Ayrıca, kamu harcamalarında, gerekli disiplini sağlamak için konulan ve performansa da yönelik olmayan aşırı kontrol mekanizmaları, kurulan çok hiyerarşili yönetim yapıları ve kaçınılmaz olarak sahnede yerini alan aşırı kırtasiyecilik yüzünden; kamu yönetimleri, maliyet-etkin ve sonuç-yönelimli yönetim biçimlerinin de etkisiyle reformları ister olmuşlardır.                       

Bununla birlikte teknolojide, özellikle de bilişim teknolojisinde kaydedilen ilerlemeler ile değişen yaşam koşullarının kamu çalışanlarının alışkanlık ve beklentilerinde yarattığı derin etkiler, kamu yönetimlerine içinde bulundukları açmazlardan kurtulabilme umudu vermiştir.

Mali yönetim bütçeleme, muhasebe, nakit yönetimi, mal yönetimi, iç kontrol mekanizmaları ve denetim öğelerinden oluşur. Gerek literatürde ve gerekse uygulamada, bu faaliyetlerden bütçelemeye aşırı önem verildiğini, diğerlerinin ise yeterince önemsenmediğini görmekteyiz. Halbuki mali yönetimin öğelerinin tümü gereği gibi işletilmedikçe, hesap verme yükümlülüğü de tam olarak yerine getirilemez. Bu ise halkın yönetenlere olan güveninin sarsılması sonucunu doğurur.

Kamu mali yönetiminin önemli kısımlarından birisini oluşturan, mal yönetimi 5018 sayılı Kanunun Üçüncü Kısmında 44. madde ila 48. maddeleri arasında düzenlenmiştir. Mal yönetimi, temelde taşınır ve taşınmaz malları kapsar ve mal yönetimi bazı diğer ikincil mevzuatlarla birlikte Taşınır Mal Yönetmeliği[1] ile Kamu İdarelerine Ait Taşınmazların Kaydına İlişkin Yönetmelik[2] ile düzenlenmiştir.

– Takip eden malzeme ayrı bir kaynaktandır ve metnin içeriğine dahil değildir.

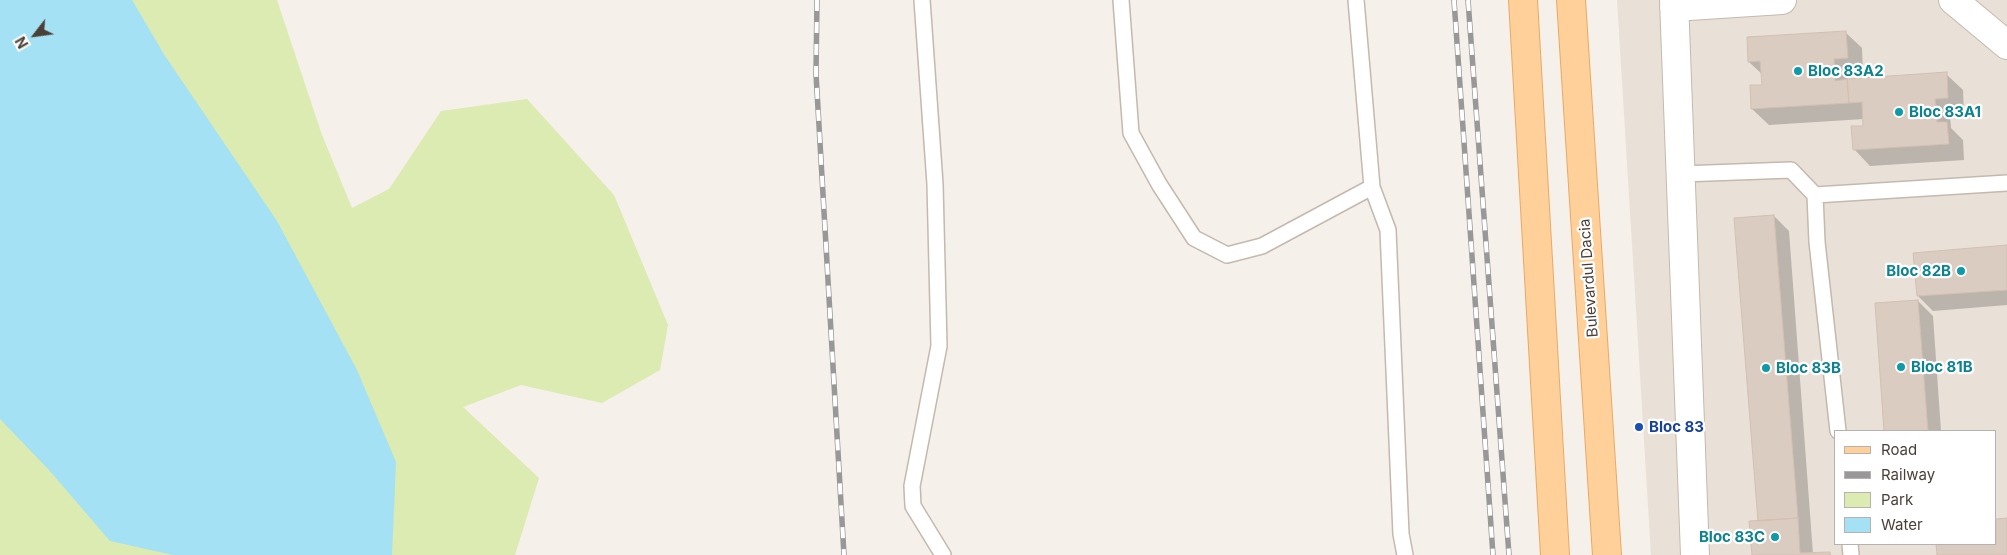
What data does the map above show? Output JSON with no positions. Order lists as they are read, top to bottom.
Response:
{
  "streets": {
    "main road": ["Bulevardul Dacia"]
  },
  "places": [
    "Bloc 83A2",
    "Bloc 83A1",
    "Bloc 82B",
    "Bloc 81B",
    "Bloc 83B",
    "Bloc 83",
    "Bloc 83C"
  ],
  "legend": [
    "Road",
    "Railway",
    "Park",
    "Water"
  ],
  "north": "bottom left"
}
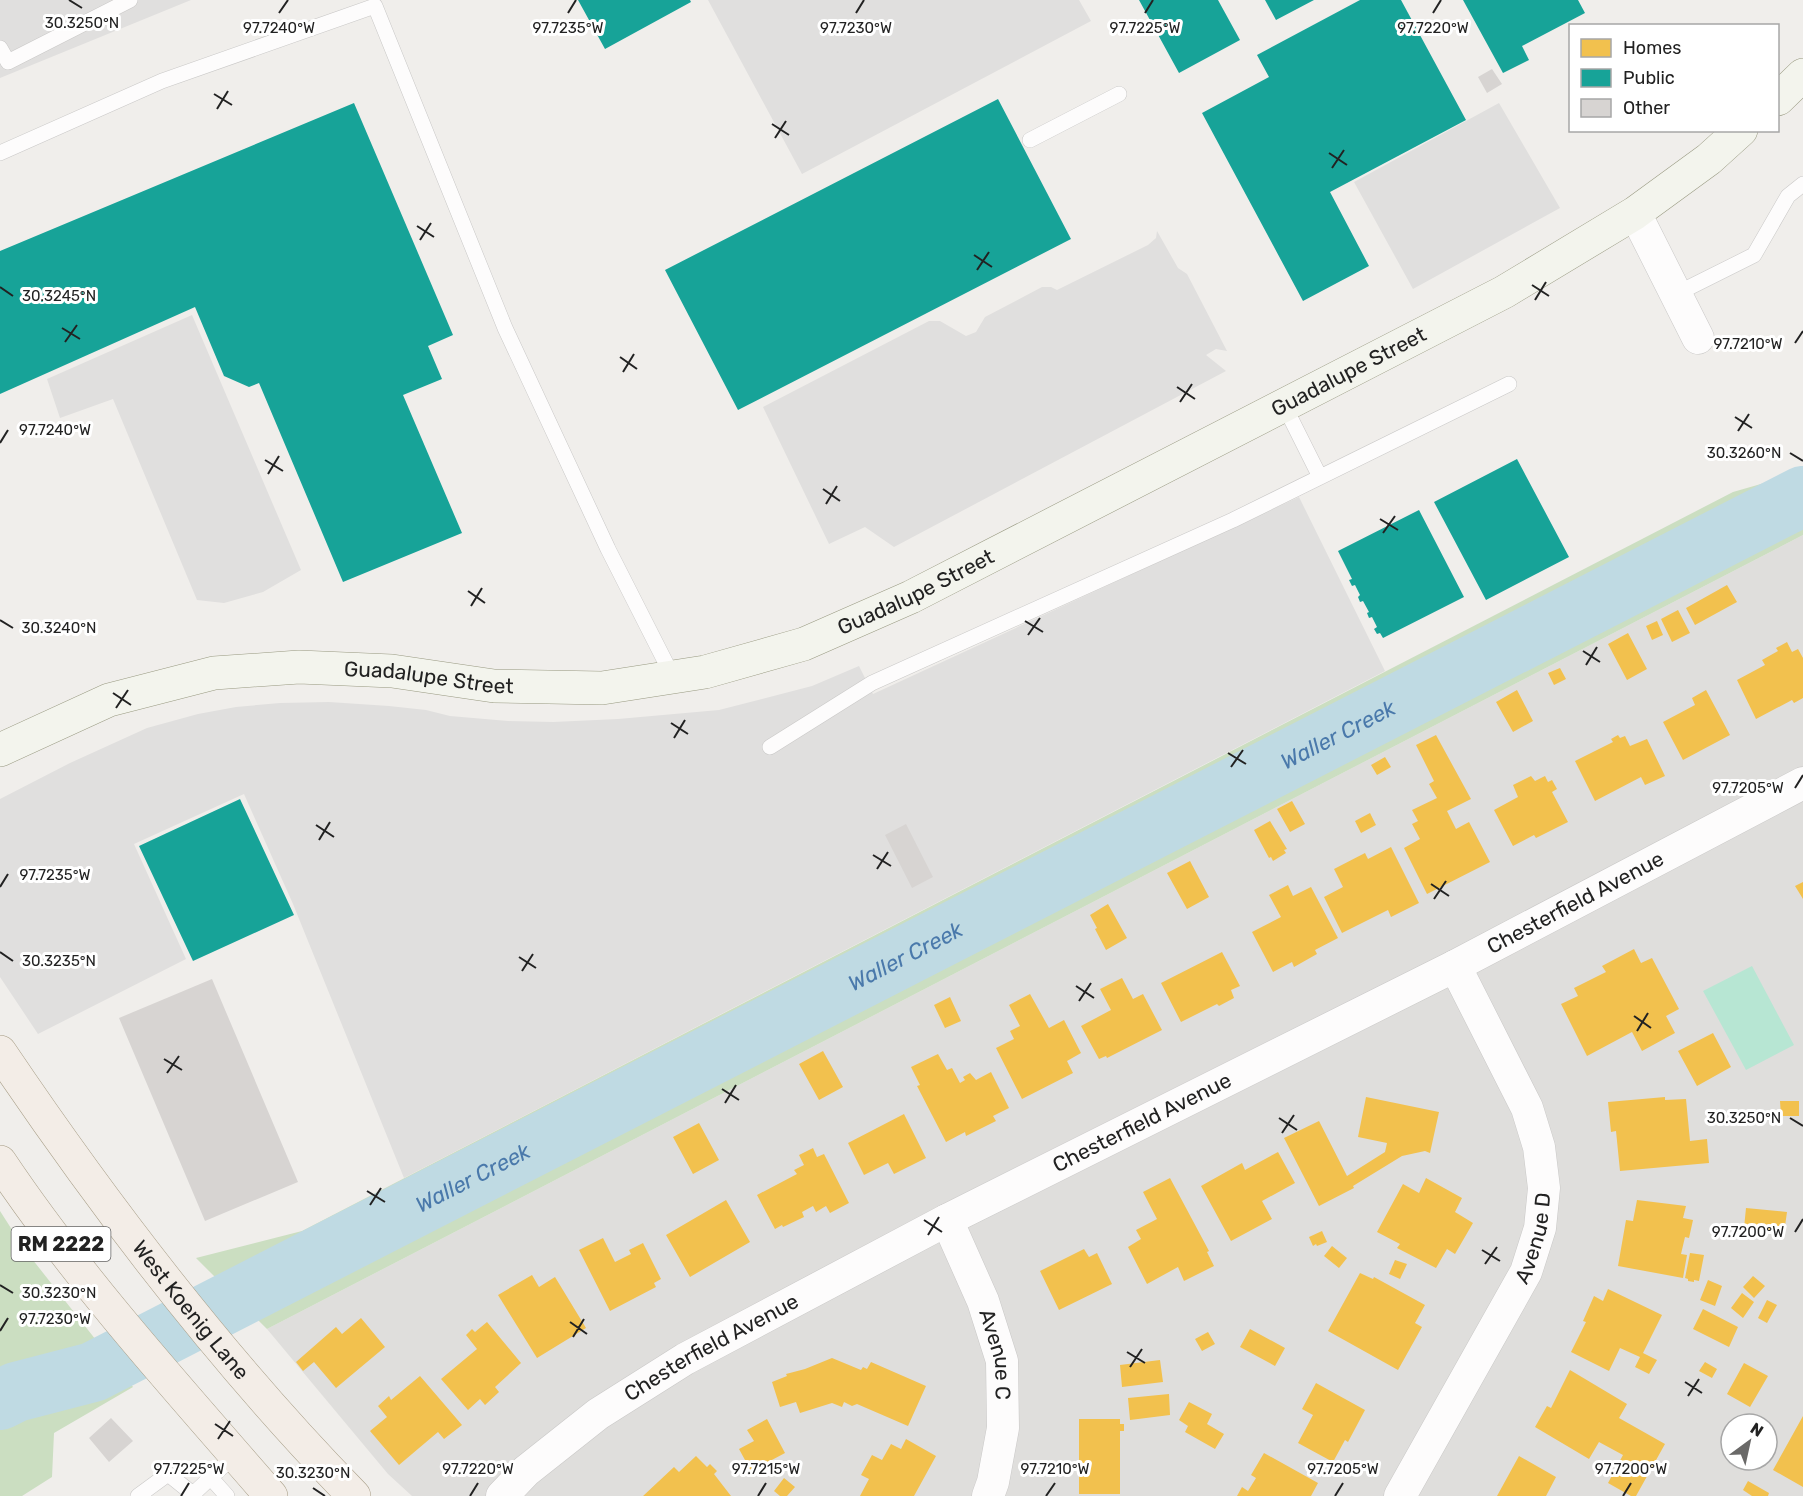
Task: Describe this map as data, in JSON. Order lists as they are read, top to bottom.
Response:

5018 sayılı Kanunun tamamında görülen kavram kargaşası bu bölümde kendini daha da hissettirmekte, sıklıkla Kanunda tanımlaması olmayan kamu idaresi kavramı kullanılmış bulunmaktadır. Aslında “Kamu İdaresi” kavramı ile anlatılmak istenilenin, kamu sektörü mü,  genel yönetim sektörü mü, merkezi yönetim mi olduğu belirsizdir. Bu nedenle Taşınır Mal Yönetmeliğinde kapsam çalışmaları daha bir önem kazanmaktadır.

 

B- AYNİYAT YÖNETMELİĞİNİN KAPSAMI

Taşınır Mal Yönetmeliği yürürlüğe girmezden evvel, 1 Haziran 1939 tarihli Ayniyat Talimatnamesine göre taşınır yönetimi sağlanmaktaydı.

Ayniyat talimatnamesi, askeri kuvvetlerine ait malzemeler hariç[3] olmak üzere diğer bilumum Devlet daire ve müesseseleriyle döner sermaye ile idare edilenler de dahil bunlara bağlı muhtelif teşekküllerin bütün eşya ve levazım ile her nev'i demirbaş eşyanın (mefruşat dahil) giriş ve çıkışını ve ambar artımlarını kayıt ve takip etmek ve bunların hesaplarını vermeyi düzenlemektedir.

Ayniyat talimatnamesi 1939 yılından 2007 yılına kadar devlete ait taşınır yönetimini sağlamış, bu işlemleri önemli bir kadro olarak öngörülen ve özel bir personel ve özlük rejimi verilen “Ayniyat Saymanları” eliyle yürütmeyi öngörmüştür.

Tüm bu özel düzenlemelere karşın “Ayniyat Yönetmeliği” kamunun taşınır mal yönetiminin sağlıklı bir şekilde işletilmesini sağlayamamıştır.

 

C- İDARELER AÇISINDAN TAŞINIR MAL YÖNETMELİĞİNİN KAPSAMI

Taşınır Mal Yönetmeliğinin “Kapsam” Başlıklı 2. Maddesine göre, genel yönetim kapsamındaki kamu idarelerinin taşınır malları Taşınır Mal Yönetmeliğinin kapsamındadır.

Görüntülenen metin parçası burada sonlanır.